Quid des assurances ?

A.R. : la question est celles du coût et du déclenchement de l’assurance avec aussi des gens qui perdent tout. On est à la croisée des chemins cette année. La sinistralité augmente avec les aléas climatiques. Beaucoup d’agriculteurs vont arrêter de payer. Il y a beaucoup d’argent public et de la Pac, on a la responsabilité de trouver un système viable et abordable.

Et sur la gestion de l’eau ?

A.R. : Il n’y a pas d’agriculture sans eau. Les inondations du Pas-de-Calais ont été rocambolesque. Je mets un billet que si vous mettez un agent de la DDT et un de l’OFB devant un fossé, ils n’auront pas la même lecture de la loi. Beaucoup on une doctrine idéologique. Maintenant qu’elle est au Ministère de l’Environnement, Agnès Pannier-Runacher doit passer à la pratique.

Et demain sur l’agrivoltaïsme ?

A.R. : Priorité au photovoltaïque sur toiture. Après au sol, c’est la liberté d’entreprendre. Plus largement, on ne veut pas que les taxes carbone soient une charge, comme la traçabilité déforestation, et donc on veut savoir qui paie au final.

Et dans 30 ans ?

A.R. : On ne veut pas subir la même désindustrialisation. Si on perd l’appareil productif, on va le payer cher, plus cher. Et exporter n’est pas un gros mot.

Et sur ces investisseurs fonciers qui font faire ?

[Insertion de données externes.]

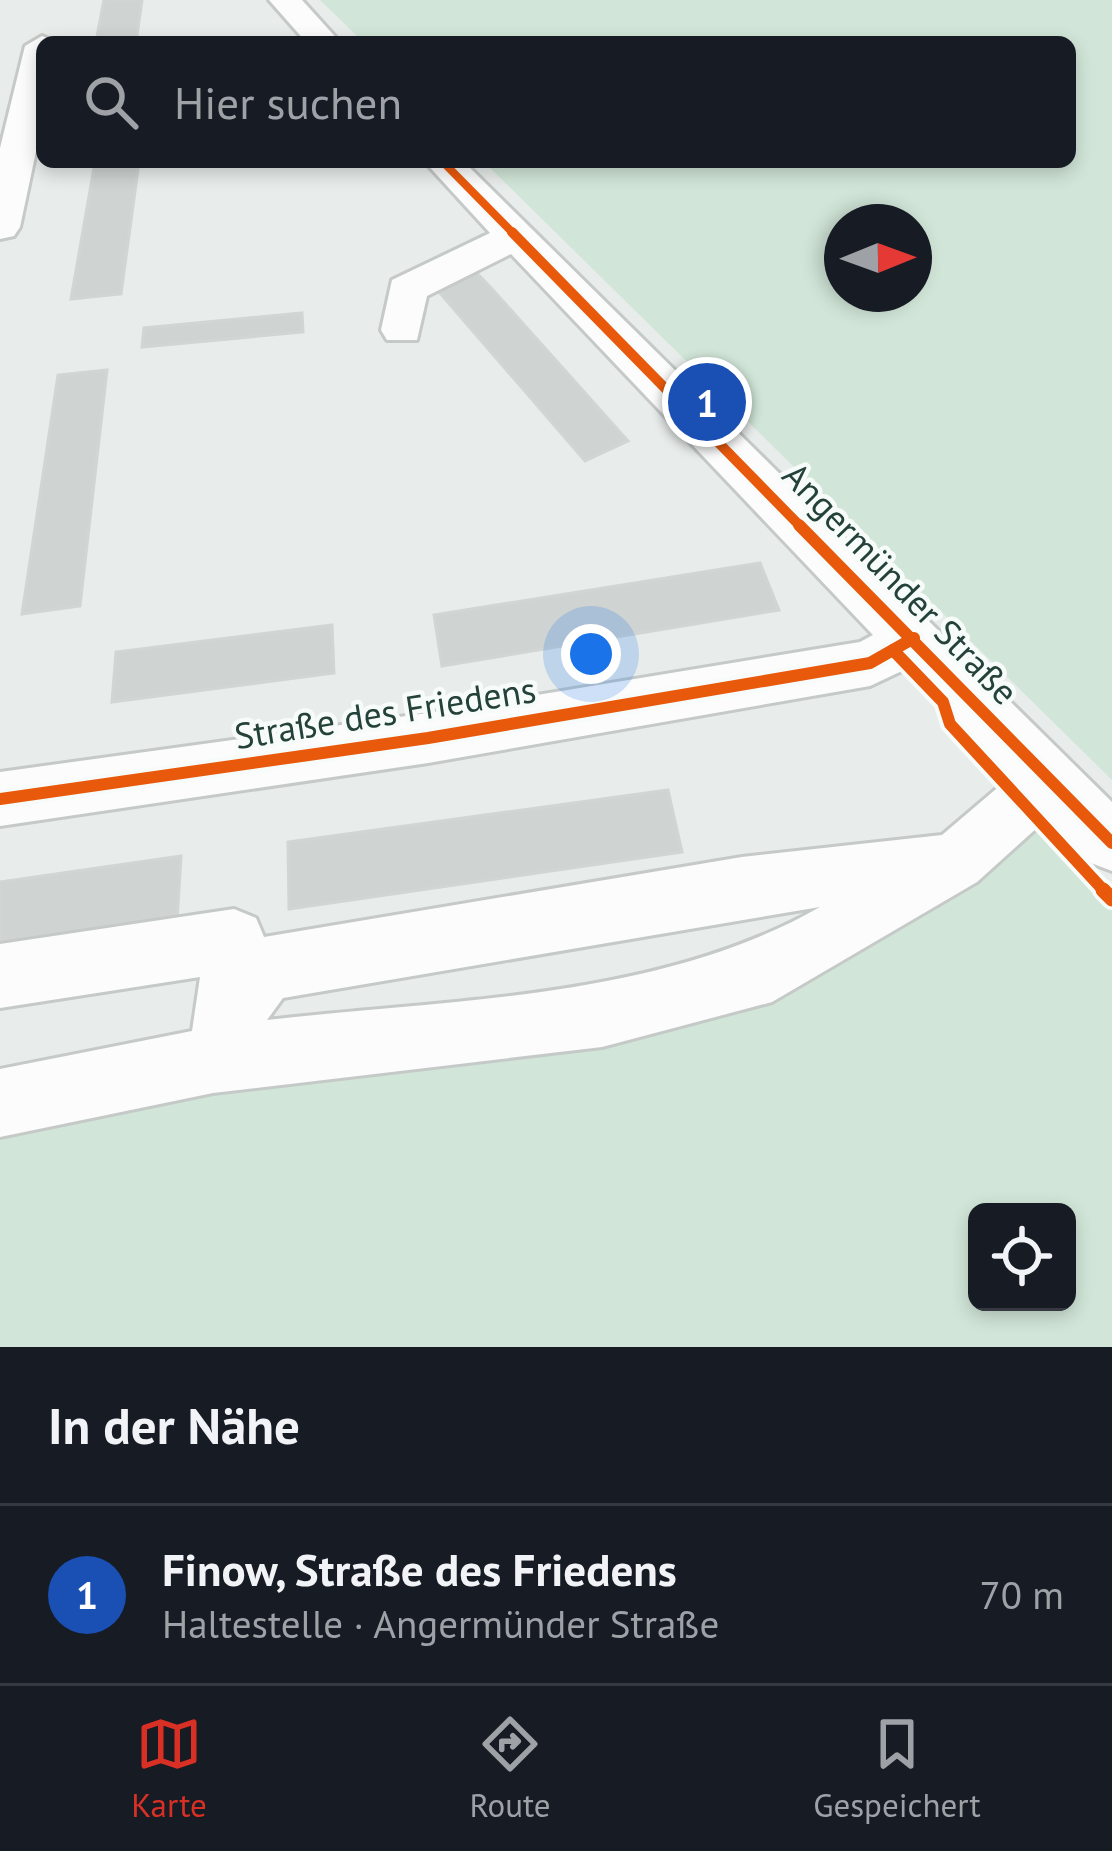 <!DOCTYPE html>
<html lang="de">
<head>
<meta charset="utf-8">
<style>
	body { margin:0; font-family:"PT Sans",sans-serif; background:#242831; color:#f1f3f6 }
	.controls { position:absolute; right:36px; bottom:36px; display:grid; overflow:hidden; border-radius:18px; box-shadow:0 6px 18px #0003 }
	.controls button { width:108px; height:108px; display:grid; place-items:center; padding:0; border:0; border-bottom:3px solid #363941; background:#171b24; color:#f1f3f6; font:60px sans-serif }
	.compass { position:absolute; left:824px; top:204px; width:108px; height:108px; border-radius:50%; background:#171b24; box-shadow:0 6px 18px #0003; rotate:89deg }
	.you { position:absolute; left:591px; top:654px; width:42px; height:42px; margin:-30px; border:9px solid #fff; border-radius:50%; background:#1a73e8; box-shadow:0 0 0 18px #1a73e833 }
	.badge { display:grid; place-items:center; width:78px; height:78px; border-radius:50%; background:#d93025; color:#fff; font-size:39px; font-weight:700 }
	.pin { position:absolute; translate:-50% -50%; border:6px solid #fff; box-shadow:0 3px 12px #0006 }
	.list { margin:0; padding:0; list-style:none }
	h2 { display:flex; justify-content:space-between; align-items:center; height:156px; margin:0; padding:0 48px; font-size:51px }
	h2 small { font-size:39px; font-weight:400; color:#9ea1a6 }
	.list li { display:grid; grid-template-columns:78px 1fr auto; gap:36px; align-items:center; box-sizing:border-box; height:180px; padding:0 48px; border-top:3px solid #363941 }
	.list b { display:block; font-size:45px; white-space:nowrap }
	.list p { margin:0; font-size:39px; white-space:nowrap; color:#9ea1a6 }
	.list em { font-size:39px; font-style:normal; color:#9ea1a6 }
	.icon { flex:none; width:66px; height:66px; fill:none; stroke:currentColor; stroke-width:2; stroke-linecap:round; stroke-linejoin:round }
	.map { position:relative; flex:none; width:1112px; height:1347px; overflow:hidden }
	.search { position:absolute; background:#171b24; box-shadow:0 6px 18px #0003; left:36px; right:36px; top:36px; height:132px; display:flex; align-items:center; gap:30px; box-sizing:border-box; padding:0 42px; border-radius:18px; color:#9ea1a6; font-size:45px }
	.sheet { height:336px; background:#171b24 }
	nav { display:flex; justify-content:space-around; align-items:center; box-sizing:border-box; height:168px; border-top:3px solid #363941; background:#171b24; font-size:33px; color:#9ea1a6 }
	nav a { display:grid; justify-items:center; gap:6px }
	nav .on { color:#d93025 }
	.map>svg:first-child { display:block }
	.green { fill:#d1e6d8; fill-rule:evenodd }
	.building { fill:#cfd4d2; stroke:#d1d6d4; stroke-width:3 }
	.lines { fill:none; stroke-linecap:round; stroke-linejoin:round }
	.minor-casing { stroke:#c5cac8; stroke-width:6 }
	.minor { fill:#fcfcfc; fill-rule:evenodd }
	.cycleway-far3-casing { stroke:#f7fbf9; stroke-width:12 }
	.cycleway-far2-casing { stroke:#f7fbf9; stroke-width:16 }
	.cycleway-far1-casing { stroke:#f7fbf9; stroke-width:20 }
	.cycleway-casing { stroke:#f7fbf9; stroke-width:22 }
	.cycleway-far3 { stroke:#e8590c; stroke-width:8 }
	.cycleway-far2 { stroke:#e8590c; stroke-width:10 }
	.cycleway-far1 { stroke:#e8590c; stroke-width:12 }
	.cycleway { stroke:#e8590c; stroke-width:15 }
	.labels { text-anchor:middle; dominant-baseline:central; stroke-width:9; stroke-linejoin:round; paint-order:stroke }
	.street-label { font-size:36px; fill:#24423a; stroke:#f7fbf9 }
</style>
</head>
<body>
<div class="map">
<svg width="1112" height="1347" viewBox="0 0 1112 1347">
	<rect width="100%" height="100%" fill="#e8edeb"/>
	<g class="green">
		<path d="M320 0H1112V780L484 162H1070V42H363ZM842 222H914V294H842Z"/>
		<path d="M1015 807 1112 905V1347H0V1098L772 970ZM977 1212H1067V1302H977Z"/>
	</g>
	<g class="building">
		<polygon points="104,0 142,0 136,42 96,42"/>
		<polygon points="95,162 139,162 121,294 71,299"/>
		<polygon points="474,270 493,290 628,441 585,461 434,286"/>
		<polygon points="302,313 303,332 142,347 144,328"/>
		<polygon points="107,370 80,606 22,614 58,375"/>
		<polygon points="760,563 779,610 442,666 434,615"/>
		<polygon points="332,625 334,673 112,702 116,652"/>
		<polygon points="668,790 682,852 289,909 288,842"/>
		<polygon points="181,856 177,922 0,948 0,882"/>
	</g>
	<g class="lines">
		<g class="minor-casing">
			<g id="minor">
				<polygon points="269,0 302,0 340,42 306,42"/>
				<polygon points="42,36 56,42 42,42 42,123 20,227 14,236 0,239 0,148 25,46"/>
				<path d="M425 162H464L1112 802V871L1091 863 1048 818 977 882 772 1002 602 1047 213 1093 0 1137V1069L192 1031 200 977 0 1008V944L234 909 256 918 264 937 742 857 942 835 1009 778 906 669 870 686 428 763 0 826V772L428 713 860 642 873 635 511 254 427 296 417 340H387L381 330 392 280 490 233ZM820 907C657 1000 450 999 267 1020L283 998Z"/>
			</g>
		</g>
		<use href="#minor" class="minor"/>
		<g class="cycleway-far3-casing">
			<polyline id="cycleway-far3" points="443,162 515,235"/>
		</g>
		<g class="cycleway-far2-casing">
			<polyline id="cycleway-far2" points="512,232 802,528"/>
		</g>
		<g class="cycleway-far1-casing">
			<g id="cycleway-far1">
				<polyline points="799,525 1112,843"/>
				<polyline points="893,650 943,702 950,724 1106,893"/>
				<polyline points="0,799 428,738 870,663 914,638"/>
			</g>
		</g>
		<g class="cycleway-casing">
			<polyline id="cycleway" points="1103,890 1112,899"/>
		</g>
		<use href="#cycleway-far3" class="cycleway-far3"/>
		<use href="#cycleway-far2" class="cycleway-far2"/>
		<use href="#cycleway-far1" class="cycleway-far1"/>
		<use href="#cycleway" class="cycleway"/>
	</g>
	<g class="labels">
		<g class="street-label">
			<text transform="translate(901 583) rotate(46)">Angermünder Straße</text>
			<text transform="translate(385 712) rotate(-9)">Straße des Friedens</text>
		</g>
	</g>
</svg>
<div class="controls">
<button><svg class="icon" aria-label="locate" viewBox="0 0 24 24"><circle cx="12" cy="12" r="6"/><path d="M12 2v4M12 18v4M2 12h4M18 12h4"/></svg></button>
</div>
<svg class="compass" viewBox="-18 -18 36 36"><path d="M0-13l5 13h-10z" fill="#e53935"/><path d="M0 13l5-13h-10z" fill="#9ea1a6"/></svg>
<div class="you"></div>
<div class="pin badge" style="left:707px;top:402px;background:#1a4fb4">1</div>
<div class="search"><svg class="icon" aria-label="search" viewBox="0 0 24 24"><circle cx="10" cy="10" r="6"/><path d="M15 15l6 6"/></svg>Hier suchen</div>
</div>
<section class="sheet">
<h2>In der Nähe<small></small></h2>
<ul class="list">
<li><span class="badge" style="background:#1a4fb4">1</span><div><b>Finow, Straße des Friedens</b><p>Haltestelle · Angermünder Straße</p></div><em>70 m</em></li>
</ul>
</section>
<nav>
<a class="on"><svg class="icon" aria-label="map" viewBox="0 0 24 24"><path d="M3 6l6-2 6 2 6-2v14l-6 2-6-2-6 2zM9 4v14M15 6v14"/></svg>Karte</a>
<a><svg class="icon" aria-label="directions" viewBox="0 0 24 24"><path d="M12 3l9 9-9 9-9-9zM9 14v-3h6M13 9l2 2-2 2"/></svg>Route</a>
<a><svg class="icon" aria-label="saved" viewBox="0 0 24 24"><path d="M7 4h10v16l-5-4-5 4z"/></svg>Gespeichert</a>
</nav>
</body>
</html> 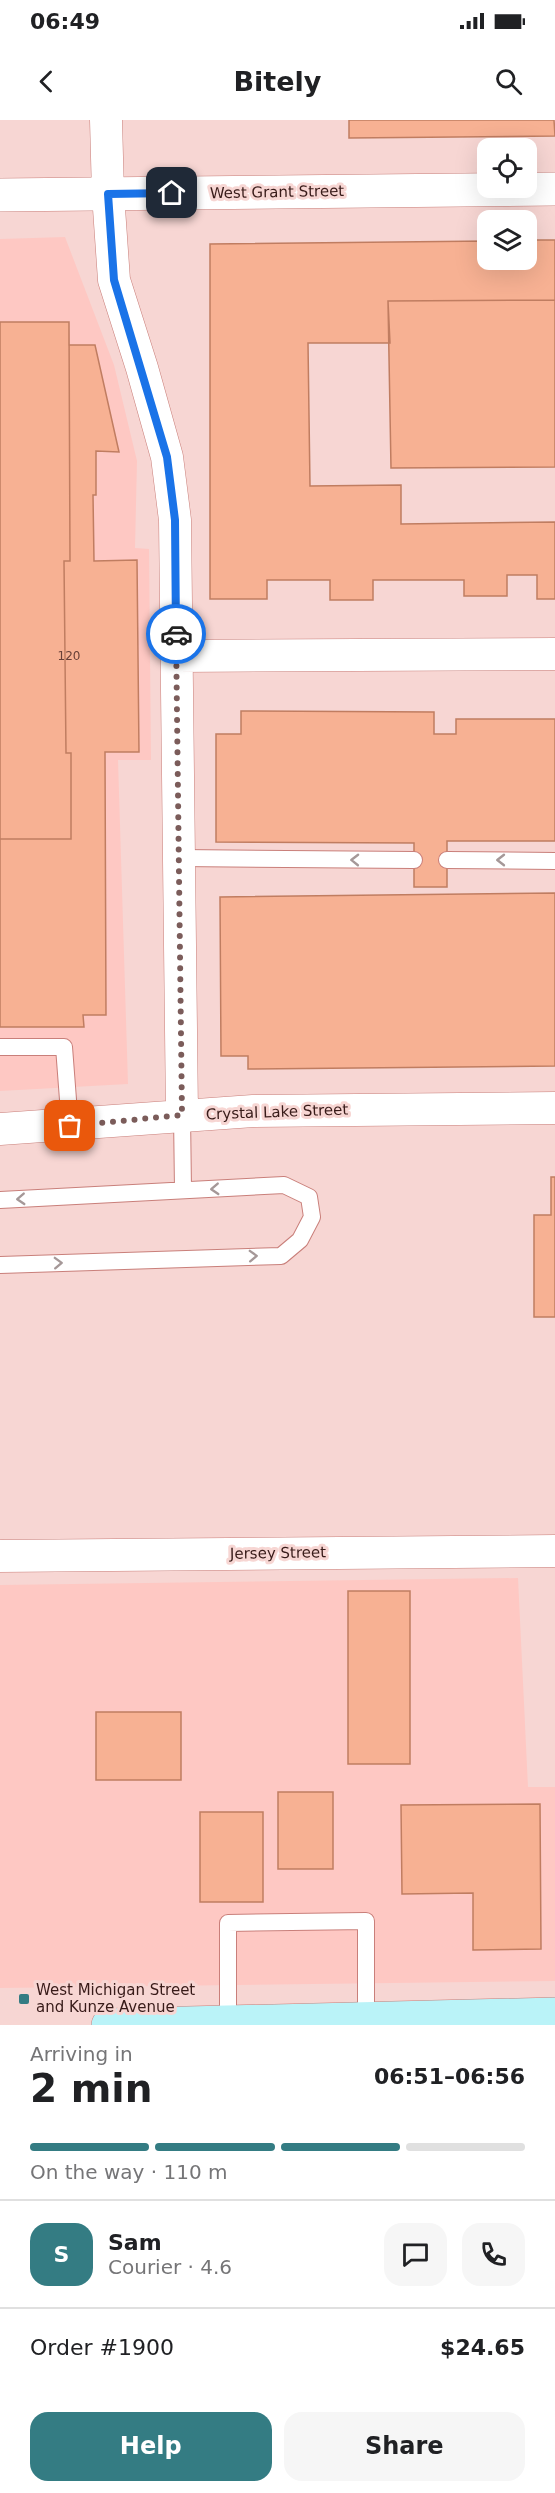 <!DOCTYPE html>
<meta charset="utf-8">
<style>
body{margin:0;font-family:"DejaVu Sans",sans-serif;background:#f6f6f6;color:#202124;height:100vh;display:flex;flex-direction:column;font-size:22px;white-space:nowrap}
*{box-sizing:border-box;margin:0}
p{font-size:20px;color:#757577}
.icon{flex:none;width:33px;height:33px;fill:none;stroke:currentColor;stroke-width:2;stroke-linecap:round;stroke-linejoin:round}
.map{position:relative;height:1905px;overflow:hidden}
.side{display:flex;flex-direction:column;background:#fff;flex:1}
.side>*{flex:none}
.controls{position:absolute;left:477px;top:18px;display:grid;gap:12px}
.controls a{display:grid;place-items:center;width:60px;height:60px;border-radius:12px;background:#fff;box-shadow:0 6px 24px #0002;font-size:30px}
.pin{position:absolute;display:grid;place-items:center;width:51px;height:51px;color:#fff;margin:-26px;border-radius:12px;box-shadow:0 3px 9px #0006}
.courier{position:absolute;display:grid;place-items:center;width:60px;height:60px;margin:-30px;border:4px solid #1a73e8;border-radius:50%;background:#fff;color:#222;box-shadow:0 2px 8px #0007}
.summary em{font-style:normal;font-weight:800}
.summary div{display:flex;flex-direction:column-reverse}
.summary{display:flex;align-items:center;justify-content:space-between;height:102px;padding:0 30px}
h1{font-size:39px;font-weight:800;line-height:45px}
.bar{display:grid;grid-template-columns:repeat(4,1fr);gap:9px 6px;align-content:center;height:72px;padding:0 30px}
.bar i{height:8px;border-radius:4px;background:#e0e0e0}
.bar .on{background:#347c83}
.bar p{grid-column:span 4}
.line{display:flex;align-items:center;gap:15px;padding:0 30px;border-top:2px solid #e0e0e0}
.line div{flex:1}
.round{display:grid;place-items:center;flex:none;width:63px;height:63px;border-radius:18px;background:#f6f6f6}
.primary-button{display:flex;gap:12px;margin-top:auto;padding:12px 30px}
.primary-button a{flex:1;height:69px;border-radius:18px;background:#347c83;color:#fff;font-size:24px;font-weight:800;line-height:69px;text-align:center}
.primary-button a+a{background:#f6f6f6;color:#202124}
.status{display:flex;justify-content:space-between;align-items:center;height:42px;padding:0 30px;background:#fff;direction:ltr}
.status svg{height:16px;fill:currentColor}
header{display:flex;justify-content:space-between;align-items:center;height:78px;padding:0 30px;background:#fff;font-size:27px;font-weight:800}
.map>svg:first-child{display:block}
.built{fill:#fec8c3}
.building{fill:#f7b193;stroke:#c07d61;stroke-width:1.5}
.lines{fill:none;stroke-linecap:round;stroke-linejoin:round}
.service-casing{stroke:#c97f7a;stroke-width:18}
.minor-casing{stroke:#c97f7a;stroke-width:33}
.tertiary-casing{stroke:#c97f7a;stroke-width:34}
.secondary-casing{stroke:#c97f7a;stroke-width:34}
.service{stroke:#fff;stroke-width:16}
.minor{stroke:#fff;stroke-width:32}
.tertiary{stroke:#fff;stroke-width:33}
.secondary{stroke:#baf3f8;stroke-width:33}
.oneway{stroke:#a59898}
.done{stroke:#7b5c5a;stroke-width:6;stroke-dasharray:0 10.8}
.route{stroke:#1a73e8;stroke-width:8}
.poi-dot{fill:#347c83;stroke:#f7d6d3;stroke-width:2}
.labels{text-anchor:middle;stroke-width:6;stroke-linejoin:round;paint-order:stroke}
.number-label{font-size:12px;fill:#684038}
.street-label{font-size:15px;fill:#381b19;stroke:#f7d6d3}
.poi-label{font-size:15px;fill:#381b19;stroke:#f7d6d3;text-anchor:start}
</style>
<div class="status"><b>06:49</b><svg viewBox="0 0 49 12"><path d="M0 12V9h3v3zM5 12V6h3v6zM10 12V3h3v9zM15 12V0h3v12zM26 1h20v11H26zM47 4h2v5h-2z"/></svg></div>
<header><svg class="icon" aria-label="back" viewBox="0 0 24 24"><path d="M15 5l-7 7 7 7"/></svg>Bitely<svg class="icon" aria-label="search" viewBox="0 0 24 24"><circle cx="10" cy="10" r="6"/><path d="M15 15l6 6"/></svg></header>
<div class="map">
<svg width="555" height="1905" viewBox="0 0 555 1905">
<rect width="100%" height="100%" fill="#f7d6d3"/>
<path class="built" d="M 65,117 L 114,245 L 137,341 L 135,428 L 149,429 L 151,640 L 118,640 L 128,964 L 0,971 L 0,119 Z
M 518,1458 L 528,1667 L 555,1667 L 555,1861 L 0,1868 L 0,1465 Z"/>
<path class="building" d="M 349,0 L 554,0 L 555,16 L 349,18 Z
M 526,120 L 555,120 L 555,180 L 388,181 L 390,223 L 308,223 L 310,366 L 401,365 L 401,404 L 555,402 L 555,479 L 537,479 L 537,455 L 507,455 L 507,476 L 464,476 L 464,460 L 373,460 L 373,480 L 330,480 L 330,460 L 267,460 L 267,479 L 210,479 L 210,124 L 488,121 L 488,140 L 526,140 Z
M 555,180 L 555,347 L 391,348 L 388,181 Z
M 0,202 L 69,202 L 70,441 L 64,441 L 66,633 L 71,633 L 71,719 L 0,719 Z
M 0,202 L 69,202 L 69,225 L 95,225 L 119,332 L 96,331 L 96,375 L 93,375 L 94,441 L 137,440 L 139,632 L 105,632 L 106,895 L 83,895 L 84,907 L 0,907 Z
M 241,591 L 434,592 L 434,614 L 456,614 L 456,599 L 555,599 L 555,721 L 447,721 L 447,767 L 414,767 L 414,723 L 216,722 L 216,614 L 241,614 Z
M 555,773 L 555,946 L 248,949 L 248,936 L 221,936 L 220,777 Z
M 551,1057 L 555,1057 L 555,1197 L 534,1197 L 534,1095 L 551,1095 Z
M 348,1471 L 410,1471 L 410,1644 L 348,1644 Z
M 96,1592 L 181,1592 L 181,1660 L 96,1660 Z
M 278,1672 L 333,1672 L 333,1749 L 278,1749 Z
M 540,1684 L 541,1829 L 473,1830 L 473,1773 L 402,1774 L 401,1685 Z
M 200,1692 L 263,1692 L 263,1782 L 200,1782 Z"/>
<g class="lines">
<g class="service-casing">
<path id="service" d="M 180,738 L 414,740
M 447,740 L 555,741
M 0,927 L 64,927 L 70,1006
M 182,995 L 183,1070
M 0,1080 L 284,1065 L 309,1077 L 312,1097 L 300,1120 L 281,1136 L 0,1145
M 228,1902 L 228,1803 L 366,1801 L 366,1899"/>
</g>
<g class="minor-casing">
<path id="minor" d="M 106,0 L 108,74 L 114,160 L 142,248 L 167,337 L 175,400 L 182,995
M 177,536 L 555,534
M 0,1009 L 253,991 L 555,988
M 0,1436 L 555,1431"/>
</g>
<g class="tertiary-casing">
<path id="tertiary" d="M 0,75 L 555,69"/>
</g>
<g class="secondary-casing">
<path id="secondary" d="M 108,1905 L 555,1894"/>
</g>
<use href="#service" class="service"/>
<use href="#minor" class="minor"/>
<use href="#tertiary" class="tertiary"/>
<use href="#secondary" class="secondary"/>
</g>
<defs><path id="oneway-chevron" d="M-2-3.5L2.5 0L-2 3.5" fill="none" stroke-width="1.6" stroke-linecap="round" stroke-linejoin="round" transform="scale(1.5)"/></defs>
<g class="oneway">
<use href="#oneway-chevron" transform="translate(355 740) rotate(-179)"/>
<use href="#oneway-chevron" transform="translate(501 740) rotate(-180)"/>
<use href="#oneway-chevron" transform="translate(215 1069) rotate(177)"/>
<use href="#oneway-chevron" transform="translate(21 1079) rotate(177)"/>
<use href="#oneway-chevron" transform="translate(253 1136) rotate(-2)"/>
<use href="#oneway-chevron" transform="translate(58 1143) rotate(-2)"/>
</g>
<g class="lines">
<path class="done" d="M 70,1006 L 182,995 L 176,514"/>
<path class="route" d="M 172,73 L 108,74 L 114,160 L 167,337 L 175,400 L 176,514"/>
</g>
<rect class="poi-dot" x="18" y="1873" width="12" height="12" rx="3"/>
<g class="labels">
<g class="number-label">
<text x="69" y="540">120</text>
</g>
<g class="street-label">
<text transform="translate(277 72) rotate(-1)" y="5">West Grant Street</text>
<text transform="translate(277 992) rotate(-2)" y="5">Crystal Lake Street</text>
<text transform="translate(278 1433) rotate(-1)" y="5">Jersey Street</text>
</g>
<g class="poi-label">
<text x="36" y="1875">West Michigan Street<tspan x="36" dy="17">and Kunze Avenue</tspan></text>
</g>
</g>
</svg>
<div class="controls">
<a><svg class="icon" aria-label="locate" viewBox="0 0 24 24"><circle cx="12" cy="12" r="6"/><path d="M12 2v4M12 18v4M2 12h4M18 12h4"/></svg></a>
<a><svg class="icon" aria-label="layers" viewBox="0 0 24 24"><path d="M12 4l9 5-9 5-9-5zM3 14l9 5 9-5"/></svg></a>
</div>
<div class="pin" style="left:70px;top:1006px;background:#ea580c"><svg class="icon" aria-label="bag" viewBox="0 0 24 24"><path d="M5 8h14l-1 12H6zM9 8a3 3 0 0 1 6 0"/></svg></div>
<div class="pin" style="left:172px;top:73px;background:#1f2937"><svg class="icon" aria-label="home" viewBox="0 0 24 24"><path d="M3 11l9-7 9 7M6 9v11h12V9"/></svg></div>
<div class="courier" style="left:176px;top:514px"><svg class="icon" aria-label="car" viewBox="0 0 24 24"><path d="M5 17H2v-5l4-1 3-4h7l3 4 3 1v5h-3M9 17h6M6 11h13"/><circle cx="7" cy="17" r="2"/><circle cx="17" cy="17" r="2"/></svg></div>
</div>
<section class="side">
<div class="summary"><div><h1>2 min</h1><p>Arriving in</p></div><em>06:51–06:56</em></div>
<div class="bar"><i class="on"></i><i class="on"></i><i class="on"></i><i></i><p>On the way · 110 m</p></div>
<div class="line" style="height:108px"><b class="round" style="background:#347c83;color:#fff">S</b><div><b>Sam</b><p>Courier · 4.6</p></div><a class="round"><svg class="icon" aria-label="chat" viewBox="0 0 24 24"><path d="M4 5h16v11H9l-5 4z"/></svg></a><a class="round"><svg class="icon" aria-label="phone" viewBox="0 0 24 24"><path d="M5 4h4l2 5-3 2q2 4 5 5l2-3 5 2v4C11 20 4 13 5 4z"/></svg></a></div>
<div class="line" style="height:78px"><div>Order #1900</div><b>$24.65</b></div>
<div class="primary-button"><a>Help</a><a>Share</a></div>
</section>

A.R. : C’est très français de chercher à contourner les lois de tous les côtés. On fera un point d’étape sur la loi Sempastous. Après, il se fait aussi des expérimentations pour des prises de parts sociales, minoritaires et capées dans le temps, pour aider les jeunes au démarrage pour la reprise des capitaux.